Jimmy Buffett’s Margaritaville Resort is looking to capitalize on that recovery and the pent-up demand for travel. This month, the company is opening one of New York City’s first new hotels since the pandemic began — Margaritaville Resort Times Square. It is Margaritaville’s first location in the Northeast.
“People have been coming to Times Square in New York as a tourist destination for generations,” Cohlan said, explaining why the company chose Times Square as the site of its new Margaritaville Resort. “Great sites to see, but no place to vacation. What we think we provide is the opportunity to have a vacation when you come to New York City.”
“People are looking for an experience, an authentic experience, and the great advantage we have is that there’s real authenticity behind it,” Cohlan added. “What I have learned is that if you deliver that experience, people will continue to enjoy it and allow you to grow with it.”
The Times Square property, which took more than three years to complete, features 234 island-inspired guest rooms, five restaurants and bars, and more 4,800 square feet of retail space. It will be an economic driver for New York, drawing in travelers as the city recovers from the pandemic.
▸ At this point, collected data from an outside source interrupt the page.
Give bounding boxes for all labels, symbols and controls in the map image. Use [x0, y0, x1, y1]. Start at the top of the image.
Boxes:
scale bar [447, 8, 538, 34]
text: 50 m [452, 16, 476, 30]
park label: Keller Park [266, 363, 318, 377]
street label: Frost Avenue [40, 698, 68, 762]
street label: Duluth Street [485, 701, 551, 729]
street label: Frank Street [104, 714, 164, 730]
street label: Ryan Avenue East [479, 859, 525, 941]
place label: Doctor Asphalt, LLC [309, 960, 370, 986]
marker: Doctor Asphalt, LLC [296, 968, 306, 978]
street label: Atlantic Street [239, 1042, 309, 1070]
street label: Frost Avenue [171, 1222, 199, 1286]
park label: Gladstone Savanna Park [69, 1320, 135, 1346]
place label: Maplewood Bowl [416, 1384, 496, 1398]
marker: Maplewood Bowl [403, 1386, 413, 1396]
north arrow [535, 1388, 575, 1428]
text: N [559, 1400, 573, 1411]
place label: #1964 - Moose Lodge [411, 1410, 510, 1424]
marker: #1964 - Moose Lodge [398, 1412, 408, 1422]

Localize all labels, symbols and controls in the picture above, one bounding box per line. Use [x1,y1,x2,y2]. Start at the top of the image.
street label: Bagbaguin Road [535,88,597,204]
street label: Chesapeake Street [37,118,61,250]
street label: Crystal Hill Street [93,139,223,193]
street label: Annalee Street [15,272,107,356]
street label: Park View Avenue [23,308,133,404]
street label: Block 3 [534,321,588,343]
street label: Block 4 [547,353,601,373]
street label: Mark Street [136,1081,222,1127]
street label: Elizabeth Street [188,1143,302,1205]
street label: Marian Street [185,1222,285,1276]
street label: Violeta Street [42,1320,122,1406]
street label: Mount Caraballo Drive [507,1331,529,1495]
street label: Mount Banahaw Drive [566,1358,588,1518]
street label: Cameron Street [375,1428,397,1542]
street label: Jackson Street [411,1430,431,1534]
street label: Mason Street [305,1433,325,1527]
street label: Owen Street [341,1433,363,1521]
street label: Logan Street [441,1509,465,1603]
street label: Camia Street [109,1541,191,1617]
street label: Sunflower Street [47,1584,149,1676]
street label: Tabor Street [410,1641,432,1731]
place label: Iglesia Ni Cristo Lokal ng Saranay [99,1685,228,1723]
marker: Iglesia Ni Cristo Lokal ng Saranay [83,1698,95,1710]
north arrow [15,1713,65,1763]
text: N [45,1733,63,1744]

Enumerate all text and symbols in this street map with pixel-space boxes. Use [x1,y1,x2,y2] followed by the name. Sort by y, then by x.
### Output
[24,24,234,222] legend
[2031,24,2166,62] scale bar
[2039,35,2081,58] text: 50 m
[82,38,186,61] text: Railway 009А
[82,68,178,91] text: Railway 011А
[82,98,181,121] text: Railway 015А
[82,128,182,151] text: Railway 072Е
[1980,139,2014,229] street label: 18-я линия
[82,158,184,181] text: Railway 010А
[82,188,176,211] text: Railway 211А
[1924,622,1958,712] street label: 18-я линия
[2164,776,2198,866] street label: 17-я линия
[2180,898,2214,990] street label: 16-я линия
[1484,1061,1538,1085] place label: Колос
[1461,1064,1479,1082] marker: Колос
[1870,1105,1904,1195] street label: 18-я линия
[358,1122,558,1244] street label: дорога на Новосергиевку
According to the Times Square Alliance, the neighborhood’s business development group, Times Square is attracting about 200,000 visitors a day, well below its average of 360,000 visitors pre-pandemic.
Aside from attracting tourists back to New York, the new resort will also create jobs in the city. As of June, employment in the leisure and hospitality sector in New York was still about 25% below pre-pandemic levels.